Spässchen, aber was willstn machn, ausser warten ? Das bike hab ich ja und an sonsten bin ich auch noch zufrieden...
So lang mein Rahmen hält zieh ich auchn Rotwildtrikot an *gg*
Sieht ja geil aus...


greetZ
CarloZ


----------



## MTB-News.de




----------



## muzipok (4. Juni 2004)

Naja, Marketing ist glaub ich nicht so die starke Seite von Bergwerk.
Zum Beispiel haben sie dieses Jahr offiziell keine Trikots. Find ich schon mal super schwach. Aber es gibt ja Händler, die noch ein paar auf Lager haben.

Immerhin kriegt man den Katalog recht schnell 

Die durchschnittliche Email Antwortzeit liegt so bei 2,5 Wochen. Was ich schon super armselig finde. 

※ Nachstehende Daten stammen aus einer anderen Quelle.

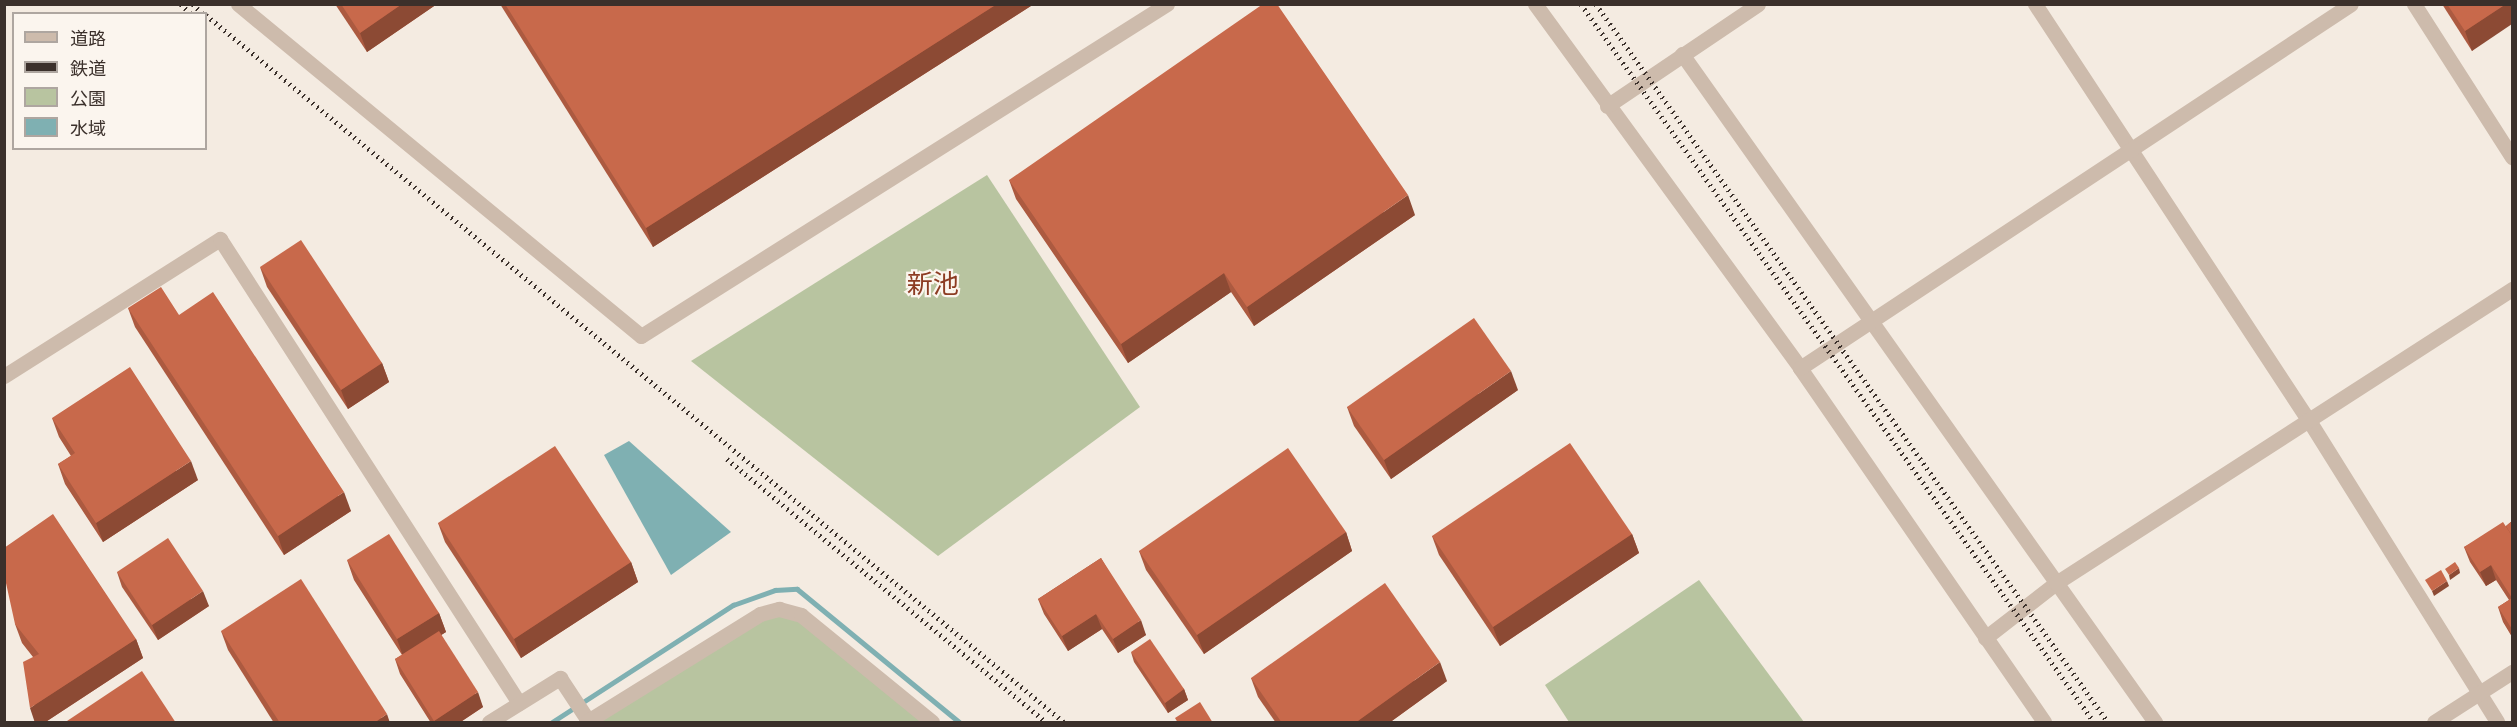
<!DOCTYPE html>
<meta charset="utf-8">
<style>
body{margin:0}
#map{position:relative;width:2517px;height:727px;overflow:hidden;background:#f4ebe1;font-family:Mulish,"Noto Sans JP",sans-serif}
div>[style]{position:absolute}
.green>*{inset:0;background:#b8c4a0}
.water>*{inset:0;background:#7fb0b2}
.stream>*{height:5px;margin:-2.5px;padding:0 2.5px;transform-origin:2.5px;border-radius:2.5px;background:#7fb0b2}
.minor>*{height:15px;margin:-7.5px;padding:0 7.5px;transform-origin:7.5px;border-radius:7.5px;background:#cdbbac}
.rail>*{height:4.5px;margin-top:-2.25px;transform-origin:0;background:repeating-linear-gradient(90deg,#3b302b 0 1.5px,transparent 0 6px)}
.wall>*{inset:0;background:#ac5a40}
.shaded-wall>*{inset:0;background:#8c4a34}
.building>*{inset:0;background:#c8694b}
span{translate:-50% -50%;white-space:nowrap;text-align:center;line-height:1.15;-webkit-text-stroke:4.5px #fbf5ee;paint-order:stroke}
.quarter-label{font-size:26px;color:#8c3b22}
.frame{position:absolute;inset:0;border:6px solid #3b302b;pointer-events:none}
.legend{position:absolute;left:12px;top:12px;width:195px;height:138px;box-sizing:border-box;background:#fbf5ee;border:2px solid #aea6a0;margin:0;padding:8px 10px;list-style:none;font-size:18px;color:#3b302b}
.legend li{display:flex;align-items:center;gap:12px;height:30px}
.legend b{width:30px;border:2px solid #aea6a0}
</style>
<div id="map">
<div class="green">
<div style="clip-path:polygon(987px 175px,1140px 407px,938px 556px,691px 361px)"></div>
<div style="clip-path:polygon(1699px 580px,1804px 722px,1569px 722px,1545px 685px)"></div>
<div style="clip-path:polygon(787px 611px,922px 722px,598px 722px,760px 614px)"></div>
</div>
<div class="water">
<div style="clip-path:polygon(629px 441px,731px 532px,671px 575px,604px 455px)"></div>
</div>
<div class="stream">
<div style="left:552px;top:722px;width:216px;rotate:-32.9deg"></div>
<div style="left:733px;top:605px;width:45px;rotate:-19.7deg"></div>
<div style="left:775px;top:590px;width:22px;rotate:-3deg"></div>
<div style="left:797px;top:589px;width:210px;rotate:39.4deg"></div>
</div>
<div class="minor">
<div style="left:238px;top:4px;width:522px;rotate:39.48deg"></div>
<div style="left:641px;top:336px;width:622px;rotate:-32.26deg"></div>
<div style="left:1535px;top:4px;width:450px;rotate:53.9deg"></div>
<div style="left:1800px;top:368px;width:430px;rotate:55.4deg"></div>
<div style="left:2035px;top:4px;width:497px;rotate:56.7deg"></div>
<div style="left:2308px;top:419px;width:357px;rotate:58deg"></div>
<div style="left:2414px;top:4px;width:182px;rotate:57.4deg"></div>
<div style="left:1682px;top:54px;width:819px;rotate:54.7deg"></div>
<div style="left:1607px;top:106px;width:182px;rotate:-34deg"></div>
<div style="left:1800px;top:368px;width:660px;rotate:-33.45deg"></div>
<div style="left:4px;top:376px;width:256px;rotate:-32.4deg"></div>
<div style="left:220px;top:239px;width:552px;rotate:57.2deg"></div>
<div style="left:1985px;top:638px;width:90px;rotate:-37.8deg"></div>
<div style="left:2056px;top:583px;width:543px;rotate:-32.81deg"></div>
<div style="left:489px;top:722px;width:84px;rotate:-31.8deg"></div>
<div style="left:560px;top:678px;width:53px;rotate:56.6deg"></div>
<div style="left:586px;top:722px;width:205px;rotate:-31.8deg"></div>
<div style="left:760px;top:614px;width:20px;rotate:-15deg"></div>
<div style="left:779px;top:609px;width:23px;rotate:15deg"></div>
<div style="left:801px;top:615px;width:169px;rotate:39.2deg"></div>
<div style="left:2434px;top:722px;width:93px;rotate:-32.7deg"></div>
</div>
<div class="rail">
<div style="left:181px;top:4px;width:14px;rotate:45deg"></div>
<div style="left:193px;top:4px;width:14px;rotate:45deg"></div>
<div style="left:1581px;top:4px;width:882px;rotate:54.45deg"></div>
<div style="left:1596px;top:4px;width:882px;rotate:54.51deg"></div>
<div style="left:206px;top:15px;width:1112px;rotate:39.49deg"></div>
<div style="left:727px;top:459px;width:413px;rotate:39.5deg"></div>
</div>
<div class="wall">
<div style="clip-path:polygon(335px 4px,437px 4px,367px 52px)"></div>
<div style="clip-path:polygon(500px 4px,1034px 4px,653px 247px)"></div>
<div style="clip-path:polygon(2442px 4px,2512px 4px,2472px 51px)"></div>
<div style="clip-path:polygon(1009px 180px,1415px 215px,1254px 326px,1231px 292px,1128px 363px,1016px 199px)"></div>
<div style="clip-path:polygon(260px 267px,382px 363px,389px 382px,348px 409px,267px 287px)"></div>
<div style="clip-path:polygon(128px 308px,179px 315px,351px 511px,284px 555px,135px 327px)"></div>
<div style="clip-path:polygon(1518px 390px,1391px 479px,1354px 426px,1347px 407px)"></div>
<div style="clip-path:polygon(52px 418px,198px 480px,103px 542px,65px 484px,58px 464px,71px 456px,59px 437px)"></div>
<div style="clip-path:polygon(2512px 521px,2512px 637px,2503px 622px,2498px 607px,2509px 600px,2496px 580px,2486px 586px,2470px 562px,2464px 547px,2506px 526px)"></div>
<div style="clip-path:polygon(438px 523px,631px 562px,638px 582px,521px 658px,445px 542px)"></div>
<div style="clip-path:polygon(1346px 532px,1352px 551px,1204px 654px,1146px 570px,1139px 551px)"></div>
<div style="clip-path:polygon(1632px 534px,1639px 553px,1500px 646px,1439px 555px,1432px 536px)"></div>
<div style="clip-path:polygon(1101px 558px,1146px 635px,1118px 653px,1102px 629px,1068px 651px,1044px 614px,1038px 599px)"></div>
<div style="clip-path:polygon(347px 560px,439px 613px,446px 632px,441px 635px,483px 707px,459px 723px,431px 723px,400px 674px,395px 659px,402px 655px,354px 580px)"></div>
<div style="clip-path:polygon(117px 572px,209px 606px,158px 640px,122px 587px)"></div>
<div style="clip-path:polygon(15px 624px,136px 639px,143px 658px,44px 723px,35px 723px,33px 657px,22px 643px)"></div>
<div style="clip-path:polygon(221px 631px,390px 723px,274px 723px,228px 650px)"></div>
<div style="clip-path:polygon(1131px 652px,1184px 689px,1188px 700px,1168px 713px,1134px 662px)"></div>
<div style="clip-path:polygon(1251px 678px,1447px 681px,1389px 723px,1276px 723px,1258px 697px)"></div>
</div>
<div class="shaded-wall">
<div style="clip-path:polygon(402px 4px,437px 4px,367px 52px,360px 33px)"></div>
<div style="clip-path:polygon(997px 4px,1034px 4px,653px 247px,646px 228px)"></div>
<div style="clip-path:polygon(2506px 4px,2512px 4px,2512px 24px,2472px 51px,2465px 31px)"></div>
<div style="clip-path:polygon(1408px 195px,1415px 215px,1254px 326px,1247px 307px)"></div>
<div style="clip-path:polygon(1224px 273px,1231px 292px,1128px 363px,1121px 344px)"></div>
<div style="clip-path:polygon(382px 363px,389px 382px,348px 409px,341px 390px)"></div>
<div style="clip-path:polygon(1511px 371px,1518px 390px,1391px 479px,1384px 460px)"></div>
<div style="clip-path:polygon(191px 461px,198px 480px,103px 542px,96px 523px)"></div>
<div style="clip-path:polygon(344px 492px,351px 511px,284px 555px,278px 536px)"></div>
<div style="clip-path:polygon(1346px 532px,1352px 551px,1204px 654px,1197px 635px)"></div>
<div style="clip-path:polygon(1632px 534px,1639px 553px,1500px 646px,1493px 627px)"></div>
<div style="clip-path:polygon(631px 562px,638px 582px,521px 658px,514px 639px)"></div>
<div style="clip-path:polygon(2491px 565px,2496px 580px,2486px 586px,2480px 572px)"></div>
<div style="clip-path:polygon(2459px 568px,2460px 573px,2450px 580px,2449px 575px)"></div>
<div style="clip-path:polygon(2447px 581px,2449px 586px,2434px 596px,2432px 591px)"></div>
<div style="clip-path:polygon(203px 591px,209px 606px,158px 640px,152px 625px)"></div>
<div style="clip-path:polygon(439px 613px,446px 632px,404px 659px,397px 639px)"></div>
<div style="clip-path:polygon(1096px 614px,1102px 629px,1068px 651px,1062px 636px)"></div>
<div style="clip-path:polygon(1141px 620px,1146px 635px,1118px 653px,1113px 639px)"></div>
<div style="clip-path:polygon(136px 639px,143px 658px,44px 723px,35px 723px,30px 708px)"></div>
<div style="clip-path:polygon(1440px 662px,1447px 681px,1389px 723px,1355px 723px)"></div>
<div style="clip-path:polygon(1184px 689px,1188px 700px,1168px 713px,1165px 703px)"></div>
<div style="clip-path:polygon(478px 692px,483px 707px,459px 723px,434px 723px,434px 721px)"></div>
<div style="clip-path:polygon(387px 714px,390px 723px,374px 723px)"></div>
</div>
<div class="building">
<div style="clip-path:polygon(341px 4px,402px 4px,360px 33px)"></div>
<div style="clip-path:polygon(505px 4px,997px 4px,646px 228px)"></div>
<div style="clip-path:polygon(1263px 4px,1277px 4px,1408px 195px,1247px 307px,1224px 273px,1121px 344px,1009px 180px)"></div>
<div style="clip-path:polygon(2447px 4px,2506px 4px,2465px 31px)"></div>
<div style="clip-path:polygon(301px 240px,382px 363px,341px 390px,260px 267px)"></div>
<div style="clip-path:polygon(161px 287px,179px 315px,213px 292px,344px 492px,278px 536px,128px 308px)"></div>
<div style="clip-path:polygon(1474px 318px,1511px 371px,1384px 460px,1347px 407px)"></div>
<div style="clip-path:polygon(130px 367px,191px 461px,96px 523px,58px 464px,75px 453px,52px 418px)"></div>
<div style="clip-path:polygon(1570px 443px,1632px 534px,1493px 627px,1432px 536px)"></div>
<div style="clip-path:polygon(555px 446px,631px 562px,514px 639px,438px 523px)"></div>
<div style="clip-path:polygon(1288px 448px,1346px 532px,1197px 635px,1139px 551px)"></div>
<div style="clip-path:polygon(53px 514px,136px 639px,30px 708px,23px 662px,39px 654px,15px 624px,4px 574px,4px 548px)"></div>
<div style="clip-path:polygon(2512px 521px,2512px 536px,2506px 526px)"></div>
<div style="clip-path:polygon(2503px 522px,2512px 536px,2512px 629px,2498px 607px,2512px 598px,2491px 565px,2480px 572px,2464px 547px)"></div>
<div style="clip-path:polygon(389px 534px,439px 613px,397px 639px,347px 560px)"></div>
<div style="clip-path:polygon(168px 538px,203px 591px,152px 625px,117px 572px)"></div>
<div style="clip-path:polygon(1101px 558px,1141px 620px,1113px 639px,1096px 614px,1062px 636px,1038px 599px)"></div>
<div style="clip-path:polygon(2455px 562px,2459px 568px,2449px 575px,2445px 569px)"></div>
<div style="clip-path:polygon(2441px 570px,2447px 581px,2432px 591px,2425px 580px)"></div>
<div style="clip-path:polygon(301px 579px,387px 714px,374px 723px,280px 723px,221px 631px)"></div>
<div style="clip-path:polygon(1385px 583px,1440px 662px,1355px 723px,1282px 723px,1251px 678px)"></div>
<div style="clip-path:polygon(439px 631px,478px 692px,434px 721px,395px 659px)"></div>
<div style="clip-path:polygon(1150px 639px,1184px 689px,1165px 703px,1131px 652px)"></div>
<div style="clip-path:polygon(142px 671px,176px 723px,64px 723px)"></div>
<div style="clip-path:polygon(1200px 702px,1213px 723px,1178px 723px,1175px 718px)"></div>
</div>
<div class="quarter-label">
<span style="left:933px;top:284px">新池</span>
</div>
<div class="frame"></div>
<ul class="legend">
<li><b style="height:8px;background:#cdbbac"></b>道路</li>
<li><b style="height:8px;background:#3b302b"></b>鉄道</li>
<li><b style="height:16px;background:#b8c4a0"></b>公園</li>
<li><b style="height:16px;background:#7fb0b2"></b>水域</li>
</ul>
</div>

Aber vielleicht sieht es auch finanziell nicht so rosig aus bei Bergwerk. Sonst würd es wahrscheinlich mehr Merchandising und Marketing geben. Vielleicht ist ja deshalb auch die Kathrin Schwing weggegangen( hab ich zumindest hier im Forum gelesen).


----------



## Eisenfaust (4. Juni 2004)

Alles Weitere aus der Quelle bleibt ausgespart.